The joint protagonists are Clyde Banks and Betsy Vandeventer. Clyde is a salt-of-the-earth Iowa county policeman, who's married to his formidable childhood sweetheart, Desiree, and who's looking to displace the current sheriff in the upcoming election. Betsy's in the CIA, where her hard work and honesty has begun to attract the attention of her superiors. Which is not an unmitigated blessing, because of the honesty bit.
Coincidentally, Betsy's brother, Kevin, is at Eastern Iowa U, struggling to get his Ph.D. in the massive (but corrupt) agricultural research organization run by Dr. Arthur Larsen. When offered a lucrative opportunity to jump up in the hierarchy—all he has to do is cut some major ethical corners, not ask any inconvenient questions, and not look too closely at some of the Middle Eastern students coming in, or what they're up to—he grabs it. To his eventual regret.

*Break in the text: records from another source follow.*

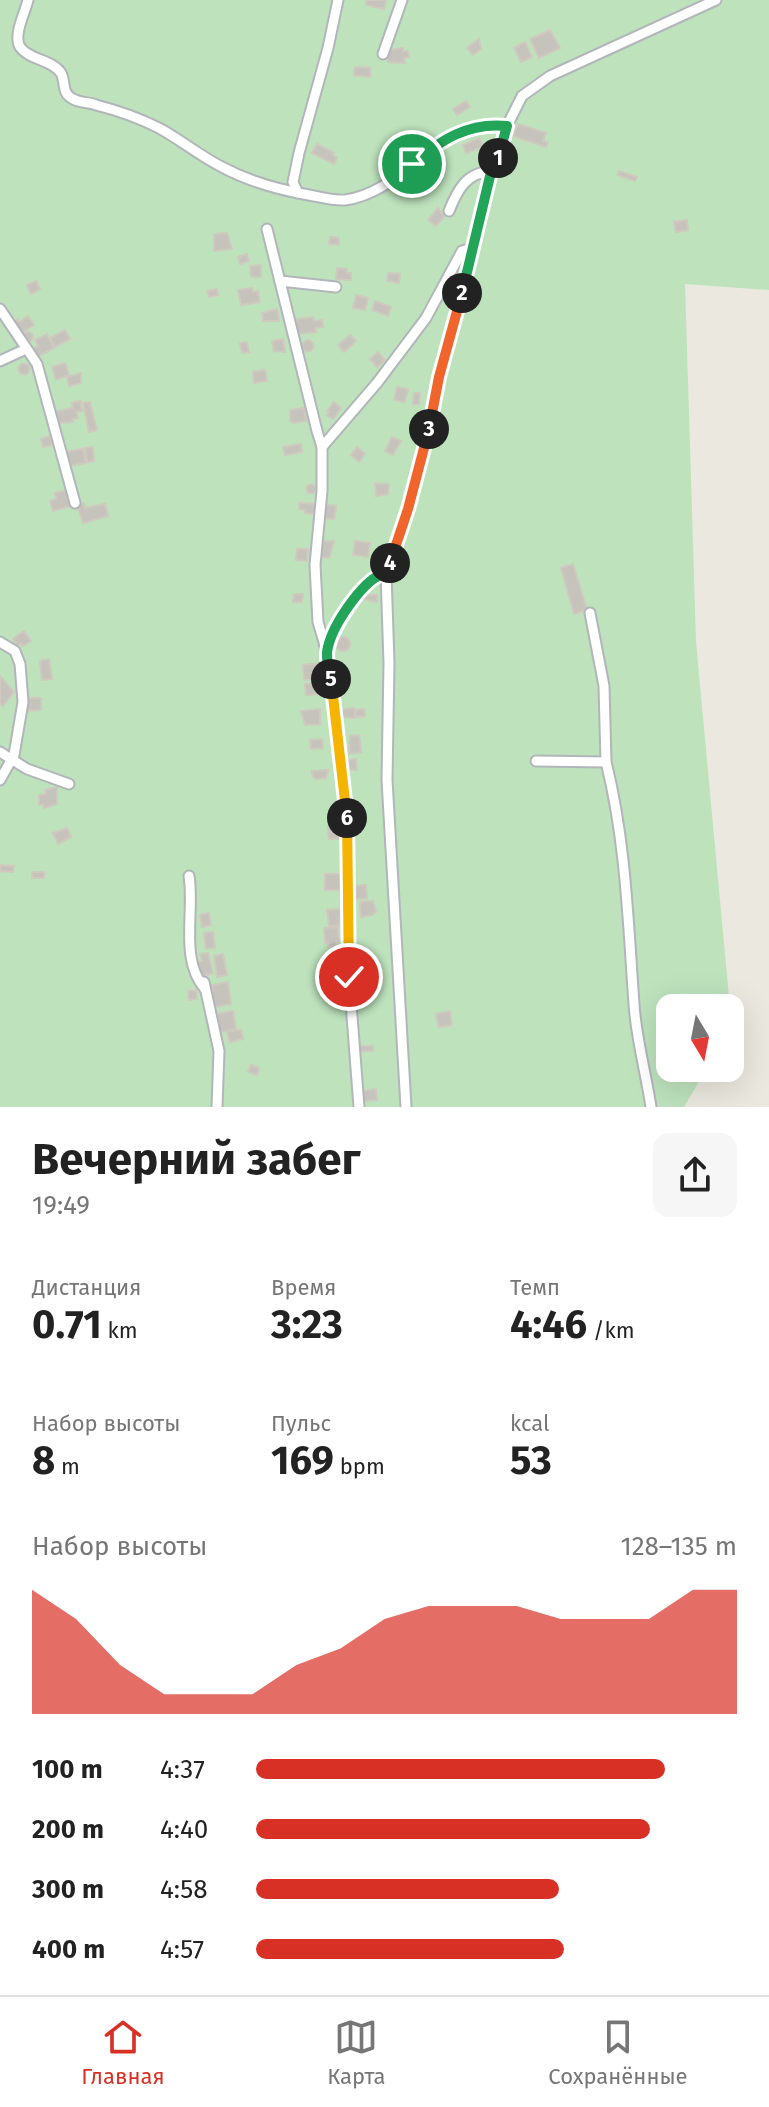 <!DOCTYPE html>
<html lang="ru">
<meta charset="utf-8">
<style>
:root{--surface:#fff;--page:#f6f6f6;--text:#222;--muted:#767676;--line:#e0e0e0;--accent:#d93025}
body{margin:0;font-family:"Fira Sans",sans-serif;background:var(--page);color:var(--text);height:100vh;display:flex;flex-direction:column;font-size:30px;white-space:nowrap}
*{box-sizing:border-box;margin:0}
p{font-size:26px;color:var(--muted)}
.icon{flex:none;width:44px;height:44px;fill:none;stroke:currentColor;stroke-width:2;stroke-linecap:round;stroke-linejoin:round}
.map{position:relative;height:1107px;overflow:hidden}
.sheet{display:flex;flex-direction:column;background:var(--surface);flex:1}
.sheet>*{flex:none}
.needle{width:52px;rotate:170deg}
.tools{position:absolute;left:656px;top:994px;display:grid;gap:16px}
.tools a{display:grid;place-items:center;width:88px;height:88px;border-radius:16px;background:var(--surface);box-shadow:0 8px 32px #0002;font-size:40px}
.pin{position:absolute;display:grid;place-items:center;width:68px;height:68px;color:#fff;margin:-34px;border:4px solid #fff;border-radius:50%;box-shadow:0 2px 8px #0007}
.km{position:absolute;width:40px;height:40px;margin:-20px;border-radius:50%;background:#222;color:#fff;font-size:22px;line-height:40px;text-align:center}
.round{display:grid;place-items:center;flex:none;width:84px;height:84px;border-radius:16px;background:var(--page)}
.overview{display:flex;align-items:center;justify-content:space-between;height:136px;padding:0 32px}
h1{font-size:44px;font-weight:700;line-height:60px}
.stats{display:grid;grid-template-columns:repeat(3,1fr);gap:12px;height:136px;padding:8px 32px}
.stats div{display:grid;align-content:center}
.stats b{font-size:40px;font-weight:700}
.stats small{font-size:22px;font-weight:400}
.stats p{font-size:22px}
.chart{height:224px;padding:16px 32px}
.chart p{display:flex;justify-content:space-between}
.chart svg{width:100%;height:144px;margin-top:8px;fill:var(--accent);opacity:.7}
ul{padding:0 32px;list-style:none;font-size:26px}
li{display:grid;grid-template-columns:128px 96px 1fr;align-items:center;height:60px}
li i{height:20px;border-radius:10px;background:var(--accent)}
.tab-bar{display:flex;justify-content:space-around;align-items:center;height:112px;border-top:2px solid var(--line);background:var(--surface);font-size:22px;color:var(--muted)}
.tab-bar a{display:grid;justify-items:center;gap:4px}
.tab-bar .on{color:var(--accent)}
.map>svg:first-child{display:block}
.green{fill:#bde2bc}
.building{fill:#c6c3bd;stroke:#cfc9be;stroke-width:2}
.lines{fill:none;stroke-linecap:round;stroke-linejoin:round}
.minor-casing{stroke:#b2b6ba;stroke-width:13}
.minor{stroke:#fff;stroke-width:9}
.split-1-casing{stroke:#fff;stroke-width:16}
.split-2-casing{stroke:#fff;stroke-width:16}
.split-3-casing{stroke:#fff;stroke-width:16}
.split-4-casing{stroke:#fff;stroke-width:16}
.split-5-casing{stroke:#fff;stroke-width:16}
.split-6-casing{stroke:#fff;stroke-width:16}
.split-7-casing{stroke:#fff;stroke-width:16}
.split-1{stroke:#22a559;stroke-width:10}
.split-2{stroke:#22a559;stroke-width:10}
.split-3{stroke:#f0652b;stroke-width:10}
.split-4{stroke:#f0652b;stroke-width:10}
.split-5{stroke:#22a559;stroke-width:10}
.split-6{stroke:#f5b400;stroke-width:10}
.split-7{stroke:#f5b400;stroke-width:10}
</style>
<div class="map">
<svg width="769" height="1107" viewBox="0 0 769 1107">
<rect width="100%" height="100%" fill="#ebe8df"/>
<path class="green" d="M 0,0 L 769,0 L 769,290 L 685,284 L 696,642 L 730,1008 L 670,1008 L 670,1068 L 707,1068 L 684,1107 L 0,1107 Z"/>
<g class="building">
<path d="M 367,0 L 386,0 L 384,9 L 366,5 Z"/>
<path d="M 550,30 L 560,48 L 539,58 L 530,39 Z"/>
<path d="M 479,39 L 481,49 L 473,55 L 467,48 Z"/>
<path d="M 525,42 L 532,57 L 521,62 L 514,48 Z"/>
<path d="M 403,48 L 403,51 L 408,51 L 409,57 L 404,58 L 405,63 L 388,62 L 386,51 Z"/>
<path d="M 355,67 L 370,68 L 370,77 L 354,75 Z"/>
<path d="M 466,101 L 470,107 L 457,115 L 453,109 Z"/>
<path d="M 518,124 L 546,133 L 543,141 L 548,143 L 546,147 L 513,136 Z"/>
<path d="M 479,138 L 483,147 L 466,153 L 463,145 Z"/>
<path d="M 317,144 L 334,153 L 333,155 L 337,158 L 334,164 L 312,153 Z"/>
<path d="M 619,171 L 637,177 L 635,181 L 618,175 Z"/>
<path d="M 438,208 L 444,217 L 436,226 L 428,220 Z"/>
<path d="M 687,220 L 688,230 L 676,232 L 674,222 Z"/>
<path d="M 227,233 L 232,249 L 214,251 L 214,234 Z"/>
<path d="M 330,237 L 339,238 L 339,245 L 329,244 Z"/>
<path d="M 247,254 L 249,261 L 240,264 L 238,257 Z"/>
<path d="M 261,265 L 261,277 L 251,277 L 250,266 Z"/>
<path d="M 337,268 L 347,269 L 347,273 L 351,273 L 351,280 L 336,279 Z"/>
<path d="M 388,273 L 400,274 L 399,283 L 387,281 Z"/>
<path d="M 36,281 L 40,289 L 31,294 L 27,285 Z"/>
<path d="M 252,288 L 253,292 L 258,291 L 260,302 L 241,305 L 238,290 Z"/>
<path d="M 217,289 L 218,295 L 209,297 L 207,291 Z"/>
<path d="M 356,295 L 368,298 L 365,310 L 353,308 Z"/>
<path d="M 375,301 L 391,307 L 388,316 L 372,310 Z"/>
<path d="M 277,309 L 279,321 L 263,321 L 262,313 Z"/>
<path d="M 28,316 L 34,325 L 21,333 L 15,322 L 18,319 L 20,322 Z"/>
<path d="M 313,317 L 314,321 L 322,320 L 323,327 L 315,328 L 316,332 L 299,334 L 296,331 L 297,319 Z"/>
<path d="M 65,330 L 70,339 L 55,347 L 50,338 Z"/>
<circle cx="28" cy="337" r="5"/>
<path d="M 47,334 L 54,348 L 35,358 L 31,350 L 38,346 L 35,340 Z"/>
<path d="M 350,335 L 356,341 L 344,352 L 338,345 Z"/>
<path d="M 283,339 L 285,352 L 274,351 L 272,341 Z"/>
<circle cx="308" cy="346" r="5.5"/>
<path d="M 247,342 L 249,352 L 242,353 L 240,343 Z"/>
<path d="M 378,352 L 385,360 L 377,367 L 370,359 Z"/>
<path d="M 65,363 L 69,375 L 56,380 L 52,367 Z"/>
<circle cx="24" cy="369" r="5.5"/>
<path d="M 265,370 L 267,381 L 254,383 L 253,372 Z"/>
<path d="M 81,373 L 81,383 L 69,386 L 67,377 Z"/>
<path d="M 397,387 L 408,389 L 405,402 L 394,400 Z"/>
<path d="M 414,393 L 420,393 L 419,404 L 413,404 Z"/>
<path d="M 80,401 L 82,411 L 76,412 L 78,418 L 72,419 L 73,422 L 57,423 L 55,412 L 73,408 L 72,403 Z"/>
<path d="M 90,402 L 97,430 L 89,432 L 83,403 Z"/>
<path d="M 334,402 L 341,408 L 333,419 L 327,415 L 329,412 L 327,411 Z"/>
<path d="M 304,408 L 306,421 L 293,423 L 290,421 L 290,410 Z"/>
<path d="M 50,436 L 52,445 L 43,447 L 41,439 Z"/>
<path d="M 392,437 L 401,441 L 393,455 L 385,451 Z"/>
<path d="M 301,444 L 302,452 L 285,455 L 283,447 Z"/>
<path d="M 93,447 L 94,461 L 87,462 L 85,448 Z"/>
<path d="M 357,447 L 365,454 L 359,462 L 351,455 Z"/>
<path d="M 83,449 L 86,463 L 67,466 L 65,452 Z"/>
<path d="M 375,483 L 389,484 L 388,494 L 376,496 Z"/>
<circle cx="311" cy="489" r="4.5"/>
<path d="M 69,490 L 70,506 L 53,511 L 50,501 L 56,499 L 55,493 Z"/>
<path d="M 84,503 L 85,508 L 105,504 L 108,516 L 83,523 L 77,504 Z"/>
<path d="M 299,503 L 319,504 L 318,514 L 305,513 L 305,510 L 299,509 Z"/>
<path d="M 327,505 L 336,506 L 334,519 L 322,518 Z"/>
<path d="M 323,541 L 334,541 L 329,558 L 319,557 Z"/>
<path d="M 355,541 L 370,543 L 368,557 L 353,555 Z"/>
<path d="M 297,549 L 308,549 L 307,561 L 296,560 Z"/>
<path d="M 573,564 L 587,610 L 574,614 L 561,568 Z"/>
<path d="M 294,594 L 303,594 L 302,602 L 293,602 Z"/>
<path d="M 362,595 L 377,595 L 377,602 L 362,599 Z"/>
<path d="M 24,631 L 31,641 L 23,646 L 21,644 L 17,646 L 13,639 Z"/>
<circle cx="343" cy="644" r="7"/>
<path d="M 49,659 L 52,679 L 42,680 L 40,661 Z"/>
<path d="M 321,663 L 322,678 L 304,680 L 303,665 Z"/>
<path d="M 0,676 L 14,692 L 3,706 L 0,703 Z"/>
<path d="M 316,683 L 319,694 L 306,695 L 305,684 Z"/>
<path d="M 25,698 L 41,698 L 41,710 L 25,711 Z"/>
<path d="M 354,708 L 356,718 L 341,717 L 340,710 Z"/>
<path d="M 320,709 L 320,724 L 305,725 L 301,711 Z"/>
<path d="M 364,709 L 365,716 L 356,717 L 356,710 Z"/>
<path d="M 359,735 L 361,752 L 349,754 L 350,736 Z"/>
<path d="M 322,739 L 323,748 L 311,749 L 310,740 Z"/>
<path d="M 356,759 L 357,770 L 349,770 L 348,760 Z"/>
<path d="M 328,770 L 326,778 L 316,779 L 313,777 L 312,771 Z"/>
<path d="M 57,787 L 57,804 L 44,808 L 43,804 L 39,805 L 39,795 L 46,794 L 45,790 Z"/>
<path d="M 328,827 L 338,830 L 338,839 L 329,839 Z"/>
<path d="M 67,828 L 71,837 L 58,844 L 53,833 Z"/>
<path d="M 0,865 L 14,866 L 13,872 L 0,871 Z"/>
<rect x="32" y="872" width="12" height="6"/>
<path d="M 325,874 L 340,874 L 342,890 L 325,890 Z"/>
<path d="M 366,885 L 367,898 L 353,899 L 354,886 Z"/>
<path d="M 373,901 L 376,912 L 373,913 L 373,915 L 361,917 L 360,902 Z"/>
<path d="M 341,909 L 339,925 L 329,926 L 327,910 Z"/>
<path d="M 209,913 L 211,925 L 202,927 L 200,915 Z"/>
<path d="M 338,927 L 339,941 L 336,941 L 336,946 L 328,947 L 328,943 L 325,943 L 324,928 Z"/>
<path d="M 213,932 L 215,948 L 206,949 L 204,933 Z"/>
<path d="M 208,953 L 213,973 L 198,977 L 195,963 L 202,961 L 200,954 Z"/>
<path d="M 223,954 L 227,975 L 217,977 L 214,956 Z"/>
<path d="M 371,979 L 372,995 L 360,996 L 358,980 Z"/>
<path d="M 228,982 L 231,1004 L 213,1007 L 211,992 L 213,991 L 212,985 Z"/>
<path d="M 196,990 L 197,999 L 189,1000 L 188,991 Z"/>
<path d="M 233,1011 L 236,1029 L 219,1032 L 216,1014 Z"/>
<path d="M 450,1011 L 452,1025 L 439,1027 L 436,1014 Z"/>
<path d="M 241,1030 L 243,1039 L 230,1042 L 227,1032 Z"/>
<rect x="360" y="1046" width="13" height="5"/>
<path d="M 251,1065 L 259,1068 L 257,1075 L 248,1072 Z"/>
<path d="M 376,1089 L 377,1100 L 363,1101 L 362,1091 Z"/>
</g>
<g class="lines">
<defs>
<g id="minor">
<path d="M 28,0 C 25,13 13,35 20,47 C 29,60 51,59 61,73 C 66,82 61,93 73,99 C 80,103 89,102 96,105 C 116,110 141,119 159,128 C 181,140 200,156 222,167 C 248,181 280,190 309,195 C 320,197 334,201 345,200 C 409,191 431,119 507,126"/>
<path d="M 383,54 L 402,0"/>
<path d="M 298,193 L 293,182 L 299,153 L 328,48 L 338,0"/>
<path d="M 449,211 C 457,191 467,171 491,172"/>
<path d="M 267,229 L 317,431 L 322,447 L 322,491 L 315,565 L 318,622 L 324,642 L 333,693 L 348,834 L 349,977 L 359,1107"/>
<path d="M 280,281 L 336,287"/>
<path d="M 0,309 L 37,364 L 75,503"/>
<path d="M 0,361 L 26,349"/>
<path d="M 322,447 L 377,383 L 426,318 L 462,251 L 472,248"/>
<path d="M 590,613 L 604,686 L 606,762"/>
<path d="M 0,642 L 15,651 L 20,664 L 23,702 L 14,755 L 0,780"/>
<path d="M 327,650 C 332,627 363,578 386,573"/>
<path d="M 0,752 L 27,769 L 69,784"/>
<path d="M 536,761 L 606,762 C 626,842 628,922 634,1004 C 636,1038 646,1073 651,1107"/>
<path d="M 189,876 C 195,912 179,959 205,989"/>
<path d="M 204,982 L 219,1051 L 217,1107"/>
<path d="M 406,1107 L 387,780 L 389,663 L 386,573 L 408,509 L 424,452 L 439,377 L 481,221 L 491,172 L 500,154 L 507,126 L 522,96 L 550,76 L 716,0"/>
</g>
</defs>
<use href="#minor" class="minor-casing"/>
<use href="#minor" class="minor"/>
</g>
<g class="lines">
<defs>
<path id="split-1" d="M 412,164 C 441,140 468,122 507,126 L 498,158"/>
<path id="split-2" d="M 462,293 L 491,172 L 498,158"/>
<path id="split-3" d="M 429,429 L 439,377 L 462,293"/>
<path id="split-4" d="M 390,563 L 408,509 L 429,429"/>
<path id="split-5" d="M 331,679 C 329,669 325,657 328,647 C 333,625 364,577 386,573 L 390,563"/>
<path id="split-6" d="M 331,679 L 347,818"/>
<path id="split-7" d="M 347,818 L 349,977"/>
</defs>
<use href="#split-1" class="split-1-casing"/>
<use href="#split-2" class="split-2-casing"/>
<use href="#split-3" class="split-3-casing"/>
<use href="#split-4" class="split-4-casing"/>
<use href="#split-5" class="split-5-casing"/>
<use href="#split-6" class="split-6-casing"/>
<use href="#split-7" class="split-7-casing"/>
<use href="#split-1" class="split-1"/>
<use href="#split-2" class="split-2"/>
<use href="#split-3" class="split-3"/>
<use href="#split-4" class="split-4"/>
<use href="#split-5" class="split-5"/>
<use href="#split-6" class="split-6"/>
<use href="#split-7" class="split-7"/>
</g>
</svg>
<div class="tools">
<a><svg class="needle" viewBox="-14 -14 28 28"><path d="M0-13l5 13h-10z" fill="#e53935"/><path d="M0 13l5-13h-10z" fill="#767676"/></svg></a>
</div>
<div class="pin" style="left:412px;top:164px;background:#1e9e55"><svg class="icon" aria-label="arrive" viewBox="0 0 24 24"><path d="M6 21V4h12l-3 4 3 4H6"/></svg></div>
<div class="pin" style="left:349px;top:977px;background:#d93025"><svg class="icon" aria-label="check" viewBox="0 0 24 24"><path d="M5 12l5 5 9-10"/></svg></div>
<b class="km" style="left:498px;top:158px">1</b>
<b class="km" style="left:462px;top:293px">2</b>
<b class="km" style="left:429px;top:429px">3</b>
<b class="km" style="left:390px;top:563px">4</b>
<b class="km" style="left:331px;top:679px">5</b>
<b class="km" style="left:347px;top:818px">6</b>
</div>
<section class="sheet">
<div class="overview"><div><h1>Вечерний забег</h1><p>19:49</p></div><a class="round"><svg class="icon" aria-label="share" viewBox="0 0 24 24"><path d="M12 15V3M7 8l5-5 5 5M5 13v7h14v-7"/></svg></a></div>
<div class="stats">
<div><p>Дистанция</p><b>0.71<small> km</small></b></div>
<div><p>Время</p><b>3:23</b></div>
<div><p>Темп</p><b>4:46<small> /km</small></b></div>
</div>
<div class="stats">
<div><p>Набор высоты</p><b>8<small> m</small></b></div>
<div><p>Пульс</p><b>169<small> bpm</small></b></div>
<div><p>kcal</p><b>53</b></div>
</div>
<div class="chart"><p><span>Набор высоты</span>128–135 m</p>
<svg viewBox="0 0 160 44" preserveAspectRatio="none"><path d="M0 44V6L10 15L20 29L30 38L40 38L50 38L60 29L70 24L80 15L90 11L100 11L110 11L120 15L130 15L140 15L150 6L160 6V44z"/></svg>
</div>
<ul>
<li><b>100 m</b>4:37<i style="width:85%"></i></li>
<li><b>200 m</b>4:40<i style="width:82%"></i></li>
<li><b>300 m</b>4:58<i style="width:63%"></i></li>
<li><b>400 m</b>4:57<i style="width:64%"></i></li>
</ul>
</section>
<nav class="tab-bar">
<a class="on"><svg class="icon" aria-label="home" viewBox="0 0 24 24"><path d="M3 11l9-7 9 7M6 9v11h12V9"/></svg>Главная</a>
<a><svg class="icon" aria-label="map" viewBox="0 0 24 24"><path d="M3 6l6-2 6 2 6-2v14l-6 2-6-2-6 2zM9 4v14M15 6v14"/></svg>Карта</a>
<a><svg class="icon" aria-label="saved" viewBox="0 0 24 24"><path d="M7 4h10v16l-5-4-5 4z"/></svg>Сохранённые</a>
</nav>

Now if you check out the book cover over there (you may have to disable your ad blocker, which you should, it's just an Amazon ad, nothing obnoxious or clickbaity), you'll see biohazard symbols and a gas mask. And if you remember the Gulf War, you'll recall the concern that Saddam Hussein might be willing to deploy bio-WMDs to avoid a certain loss. Could the mysterious doings in Wapsipinicon have anything to do with that? Hint: yes, but let's not go into details.
There are plot twists and turns, as Clyde and Betsy battle their respective bureaucracies and struggle to uncover the truth. There's a pulse-pounding climax.
A wonderful book, readers, highly recommended if you're into this sort of thing at all.
Without getting too mushy or overanalytical, what I've noticed in Stephenson's work over the years is: his books, through the actions of his characters, seem to champion the same values I hold dear. You'd think that would be more common than it is. It's not. So when it happens, it's worth pointing out.